Dataset entries
::::::::::
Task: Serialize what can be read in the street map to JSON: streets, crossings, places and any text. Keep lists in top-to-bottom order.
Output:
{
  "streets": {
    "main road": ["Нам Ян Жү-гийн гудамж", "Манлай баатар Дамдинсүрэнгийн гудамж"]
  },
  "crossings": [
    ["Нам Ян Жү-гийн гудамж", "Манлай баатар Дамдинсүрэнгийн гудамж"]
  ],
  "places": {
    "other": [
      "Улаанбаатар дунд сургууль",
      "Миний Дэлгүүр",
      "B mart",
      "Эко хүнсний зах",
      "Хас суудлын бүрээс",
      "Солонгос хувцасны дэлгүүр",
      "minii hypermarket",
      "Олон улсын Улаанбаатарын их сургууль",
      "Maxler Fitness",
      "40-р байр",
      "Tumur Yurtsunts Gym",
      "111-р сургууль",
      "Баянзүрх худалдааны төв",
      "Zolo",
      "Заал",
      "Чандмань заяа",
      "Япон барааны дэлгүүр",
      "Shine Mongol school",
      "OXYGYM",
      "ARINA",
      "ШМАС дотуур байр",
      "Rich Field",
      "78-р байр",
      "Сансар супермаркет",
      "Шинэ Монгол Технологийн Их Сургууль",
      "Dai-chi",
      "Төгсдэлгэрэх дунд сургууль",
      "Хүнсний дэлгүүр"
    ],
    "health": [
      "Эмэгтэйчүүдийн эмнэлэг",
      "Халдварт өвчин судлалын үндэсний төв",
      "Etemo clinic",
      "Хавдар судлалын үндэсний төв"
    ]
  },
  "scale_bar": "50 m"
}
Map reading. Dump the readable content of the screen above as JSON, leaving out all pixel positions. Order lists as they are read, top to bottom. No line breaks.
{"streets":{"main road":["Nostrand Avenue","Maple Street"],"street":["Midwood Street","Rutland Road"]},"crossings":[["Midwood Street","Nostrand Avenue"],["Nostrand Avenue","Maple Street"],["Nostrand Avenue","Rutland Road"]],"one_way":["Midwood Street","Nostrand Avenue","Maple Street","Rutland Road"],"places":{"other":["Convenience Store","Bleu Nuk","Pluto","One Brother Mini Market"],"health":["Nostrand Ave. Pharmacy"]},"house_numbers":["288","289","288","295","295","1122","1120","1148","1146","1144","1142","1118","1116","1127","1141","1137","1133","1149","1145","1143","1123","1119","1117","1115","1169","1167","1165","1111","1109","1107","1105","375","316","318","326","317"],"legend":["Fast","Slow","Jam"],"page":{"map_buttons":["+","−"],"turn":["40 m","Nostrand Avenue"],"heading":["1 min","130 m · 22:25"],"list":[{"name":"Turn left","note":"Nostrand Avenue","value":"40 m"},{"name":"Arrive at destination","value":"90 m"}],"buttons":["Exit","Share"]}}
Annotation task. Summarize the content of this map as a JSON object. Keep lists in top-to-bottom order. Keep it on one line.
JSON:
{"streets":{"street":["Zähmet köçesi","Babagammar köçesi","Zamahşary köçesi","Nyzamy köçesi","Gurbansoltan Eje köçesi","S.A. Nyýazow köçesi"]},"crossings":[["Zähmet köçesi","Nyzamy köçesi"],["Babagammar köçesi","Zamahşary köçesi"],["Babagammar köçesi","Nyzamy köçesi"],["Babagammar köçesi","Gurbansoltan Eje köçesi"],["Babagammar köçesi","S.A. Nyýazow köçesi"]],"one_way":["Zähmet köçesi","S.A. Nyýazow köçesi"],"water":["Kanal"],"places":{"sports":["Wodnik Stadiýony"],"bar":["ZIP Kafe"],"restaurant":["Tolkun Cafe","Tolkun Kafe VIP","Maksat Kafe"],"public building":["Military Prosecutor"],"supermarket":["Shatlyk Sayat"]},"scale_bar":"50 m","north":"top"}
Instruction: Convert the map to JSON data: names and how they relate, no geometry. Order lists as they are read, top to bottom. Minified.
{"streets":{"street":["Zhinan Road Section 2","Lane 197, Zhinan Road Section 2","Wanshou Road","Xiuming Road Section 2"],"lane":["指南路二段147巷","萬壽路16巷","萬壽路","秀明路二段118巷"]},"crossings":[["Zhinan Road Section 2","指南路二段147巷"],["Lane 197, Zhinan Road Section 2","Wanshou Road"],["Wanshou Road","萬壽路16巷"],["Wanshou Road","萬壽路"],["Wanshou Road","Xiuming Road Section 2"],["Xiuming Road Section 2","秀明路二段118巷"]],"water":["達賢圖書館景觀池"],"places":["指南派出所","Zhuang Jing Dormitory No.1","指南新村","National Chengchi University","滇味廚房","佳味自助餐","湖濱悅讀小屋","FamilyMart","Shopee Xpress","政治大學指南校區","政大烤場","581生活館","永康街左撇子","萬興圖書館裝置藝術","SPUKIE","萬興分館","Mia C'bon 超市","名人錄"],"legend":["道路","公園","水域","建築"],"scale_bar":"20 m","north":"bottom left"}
::::::::::
(Work task)
Each record should be given again exactly as it reads.

(Solution for this exercise)
Task: Serialize what can be read in the street map to JSON: streets, crossings, places and any text. Keep lists in top-to-bottom order.
Output:
{
  "streets": {
    "main road": ["Нам Ян Жү-гийн гудамж", "Манлай баатар Дамдинсүрэнгийн гудамж"]
  },
  "crossings": [
    ["Нам Ян Жү-гийн гудамж", "Манлай баатар Дамдинсүрэнгийн гудамж"]
  ],
  "places": {
    "other": [
      "Улаанбаатар дунд сургууль",
      "Миний Дэлгүүр",
      "B mart",
      "Эко хүнсний зах",
      "Хас суудлын бүрээс",
      "Солонгос хувцасны дэлгүүр",
      "minii hypermarket",
      "Олон улсын Улаанбаатарын их сургууль",
      "Maxler Fitness",
      "40-р байр",
      "Tumur Yurtsunts Gym",
      "111-р сургууль",
      "Баянзүрх худалдааны төв",
      "Zolo",
      "Заал",
      "Чандмань заяа",
      "Япон барааны дэлгүүр",
      "Shine Mongol school",
      "OXYGYM",
      "ARINA",
      "ШМАС дотуур байр",
      "Rich Field",
      "78-р байр",
      "Сансар супермаркет",
      "Шинэ Монгол Технологийн Их Сургууль",
      "Dai-chi",
      "Төгсдэлгэрэх дунд сургууль",
      "Хүнсний дэлгүүр"
    ],
    "health": [
      "Эмэгтэйчүүдийн эмнэлэг",
      "Халдварт өвчин судлалын үндэсний төв",
      "Etemo clinic",
      "Хавдар судлалын үндэсний төв"
    ]
  },
  "scale_bar": "50 m"
}
Map reading. Dump the readable content of the screen above as JSON, leaving out all pixel positions. Order lists as they are read, top to bottom. No line breaks.
{"streets":{"main road":["Nostrand Avenue","Maple Street"],"street":["Midwood Street","Rutland Road"]},"crossings":[["Midwood Street","Nostrand Avenue"],["Nostrand Avenue","Maple Street"],["Nostrand Avenue","Rutland Road"]],"one_way":["Midwood Street","Nostrand Avenue","Maple Street","Rutland Road"],"places":{"other":["Convenience Store","Bleu Nuk","Pluto","One Brother Mini Market"],"health":["Nostrand Ave. Pharmacy"]},"house_numbers":["288","289","288","295","295","1122","1120","1148","1146","1144","1142","1118","1116","1127","1141","1137","1133","1149","1145","1143","1123","1119","1117","1115","1169","1167","1165","1111","1109","1107","1105","375","316","318","326","317"],"legend":["Fast","Slow","Jam"],"page":{"map_buttons":["+","−"],"turn":["40 m","Nostrand Avenue"],"heading":["1 min","130 m · 22:25"],"list":[{"name":"Turn left","note":"Nostrand Avenue","value":"40 m"},{"name":"Arrive at destination","value":"90 m"}],"buttons":["Exit","Share"]}}
Annotation task. Summarize the content of this map as a JSON object. Keep lists in top-to-bottom order. Keep it on one line.
JSON:
{"streets":{"street":["Zähmet köçesi","Babagammar köçesi","Zamahşary köçesi","Nyzamy köçesi","Gurbansoltan Eje köçesi","S.A. Nyýazow köçesi"]},"crossings":[["Zähmet köçesi","Nyzamy köçesi"],["Babagammar köçesi","Zamahşary köçesi"],["Babagammar köçesi","Nyzamy köçesi"],["Babagammar köçesi","Gurbansoltan Eje köçesi"],["Babagammar köçesi","S.A. Nyýazow köçesi"]],"one_way":["Zähmet köçesi","S.A. Nyýazow köçesi"],"water":["Kanal"],"places":{"sports":["Wodnik Stadiýony"],"bar":["ZIP Kafe"],"restaurant":["Tolkun Cafe","Tolkun Kafe VIP","Maksat Kafe"],"public building":["Military Prosecutor"],"supermarket":["Shatlyk Sayat"]},"scale_bar":"50 m","north":"top"}
Instruction: Convert the map to JSON data: names and how they relate, no geometry. Order lists as they are read, top to bottom. Minified.
{"streets":{"street":["Zhinan Road Section 2","Lane 197, Zhinan Road Section 2","Wanshou Road","Xiuming Road Section 2"],"lane":["指南路二段147巷","萬壽路16巷","萬壽路","秀明路二段118巷"]},"crossings":[["Zhinan Road Section 2","指南路二段147巷"],["Lane 197, Zhinan Road Section 2","Wanshou Road"],["Wanshou Road","萬壽路16巷"],["Wanshou Road","萬壽路"],["Wanshou Road","Xiuming Road Section 2"],["Xiuming Road Section 2","秀明路二段118巷"]],"water":["達賢圖書館景觀池"],"places":["指南派出所","Zhuang Jing Dormitory No.1","指南新村","National Chengchi University","滇味廚房","佳味自助餐","湖濱悅讀小屋","FamilyMart","Shopee Xpress","政治大學指南校區","政大烤場","581生活館","永康街左撇子","萬興圖書館裝置藝術","SPUKIE","萬興分館","Mia C'bon 超市","名人錄"],"legend":["道路","公園","水域","建築"],"scale_bar":"20 m","north":"bottom left"}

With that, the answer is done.